Prime Minister Shinzo Abe's visit with President Barack Obama is powerful proof that the former enemies have transcended the recriminatory impulses that weighed down relations after the war, Japan's government has said. Although Japanese leaders have visited Pearl Harbour before, Abe will be the first to visit the memorial that now rests on the hallowed waters above the sunken USS Arizona.

For Obama, it's likely the last time he will meet with a foreign leader as president, White House aides said. It's a bookend of sorts for the president, who nearly eight years ago invited Abe's predecessor to be the first leader that Obama hosted at the White House.

For Abe, it's an act of symbolic reciprocity, coming six months after Obama became the first sitting U.S. president to visit Hiroshima in Japan, where the U.S. dropped an atomic bomb in hopes of ending the war.

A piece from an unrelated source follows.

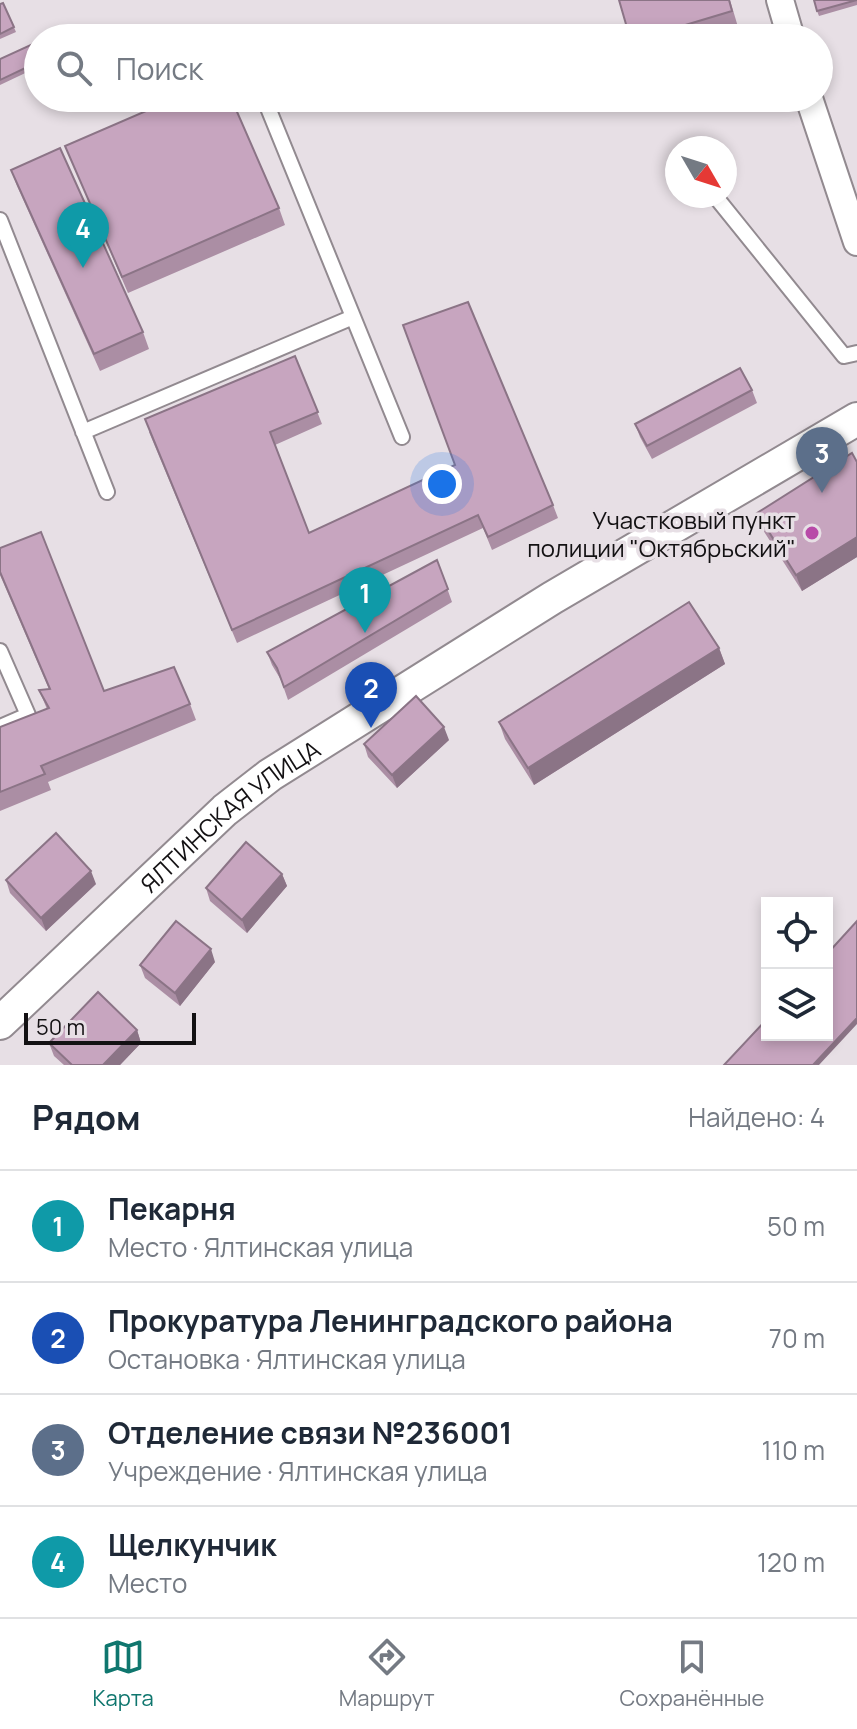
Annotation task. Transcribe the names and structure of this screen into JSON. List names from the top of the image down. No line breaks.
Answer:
{"streets":{"street":["ЯЛТИНСКАЯ УЛИЦА"]},"places":["Участковый пункт полиции \"Октябрьский\""],"scale_bar":"50 m","north":"bottom right","page":{"search":"Поиск","pins":["4","3","1","2"],"scale":"50 m","heading":["Рядом","Найдено: 4"],"list":[{"mark":"1","name":"Пекарня","note":"Место · Ялтинская улица","value":"50 m"},{"mark":"2","name":"Прокуратура Ленинградского района","note":"Остановка · Ялтинская улица","value":"70 m"},{"mark":"3","name":"Отделение связи №236001","note":"Учреждение · Ялтинская улица","value":"110 m"},{"mark":"4","name":"Щелкунчик","note":"Место","value":"120 m"}],"nav":["Карта","Маршрут","Сохранённые"]}}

"This visit, and the president's visit to Hiroshima earlier this year, would not have been possible eight years ago," said Daniel Kritenbrink, Obama's top Asia adviser in the White House. "That we are here today is the result of years of efforts at all levels of our government and societies, which has allowed us to jointly and directly deal with even the most sensitive aspects of our shared history."

More than 2,300 Americans died on Dec. 7, 1941, when more than 300 Japanese fighter planes and bombers attacked. More than 1,000 others were wounded. In the ensuing years, the U.S. incarcerated roughly 120,000 Japanese-Americans in internment camps before dropping atomic bombs in 1945 that killed some 140,000 people in Hiroshima and 70,000 in Nagasaki.

Abe will not apologize for Pearl Harbour, his government has said. Nor did Obama apologize at Hiroshima in May, a visit that he and Abe used to emphasize their elusive aspirations for a nuclear-free future.

No apology needed, said 96-year-old Alfred Rodrigues, a U.S. Navy veteran who survived what President Franklin D. Roosevelt called a "date which will live in infamy."

"War is war," Rodrigues said as he looked at old photos of his military service. "They were doing what they were supposed to do, and we were doing what we were supposed to do."

After a formal meeting in the morning, Obama and Abe planned to lay a wreath aboard the USS Arizona Memorial, which is accessible only by boat. Then they'll go to nearby Joint Base Pearl Harbour-Hickam, where both leaders will speak.

Obama and Abe signed off on the visit last month when they met in Peru on the sidelines of an economic summit. Though the parallels with Obama's Hiroshima visit are palpable, both governments said that one visit wasn't contingent on the other.

Meanwhile, China criticized Abe's visit as an insincere attempt to absolve Japan of its wartime aggression.

"Trying to liquidate the history of World War II by paying a visit to Pearl Harbour and consoling the dead is just wishful thinking on Japan's part," said Hua Chunying,a Chinese foreign ministry spokeswoman in Beijing, at a regular briefing.

"Japan can never turn this page over without reconciliation from China and other victimized countries in Asia," she said. "Japanese leaders should stop being so evasive and dodging, and instead take a responsible attitude toward history and future, deeply and sincerely reflect upon the history of aggressive war, and draw a clear break with the past."

Abe's visit is not without political risk given the Japanese people's long, emotional reckoning with their nation's aggression in the war. Though the history books have largely deemed Pearl Harbour a surprise attack, Japan's government insisted as recently as this month that it had intended to give the U.S. prior notice that it was declaring war and failed only because of "bureaucratic bungling."

"There's this sense of guilt, if you like, among Japanese, this 'Pearl Harbour syndrome,' that we did something very unfair," said Tamaki Tsukada, a minister in the Embassy of Japan in Washington. "I think the prime minister's visit will in a sense absolve that kind of complex that Japanese people have."

Since the war, the U.S. and Japan have built a powerful alliance that both sides say has grown stronger during Obama's tenure. There are questions about what the relationship will look like under President-elect Donald Trump.

During the campaign, Trump suggested that Japan and South Korea should obtain nuclear weapons so the U.S. would no longer be burdened with costs of defending them, a disquieting notion in many Asian capitals. But after Trump's election, Abe became the first foreign leader to meet with him, sitting down in Trump Tower with the business mogul and Trump's daughter, Ivanka.

Though no Japanese prime minister has visited the USS Arizona Memorial, former Japanese leader leader Shigeru Yoshida visited Pearl Harbour in 1951, six years after Japan surrendered. He stopped there on his way home from signing the San Francisco peace treaty with the U.S. and others, and paid a courtesy visit to the office of Adm. Arthur W.R. Radford.

Other prime ministers have since visited Pearl Harbor and the National Memorial Cemetery of the Pacific, known as Punchbowl.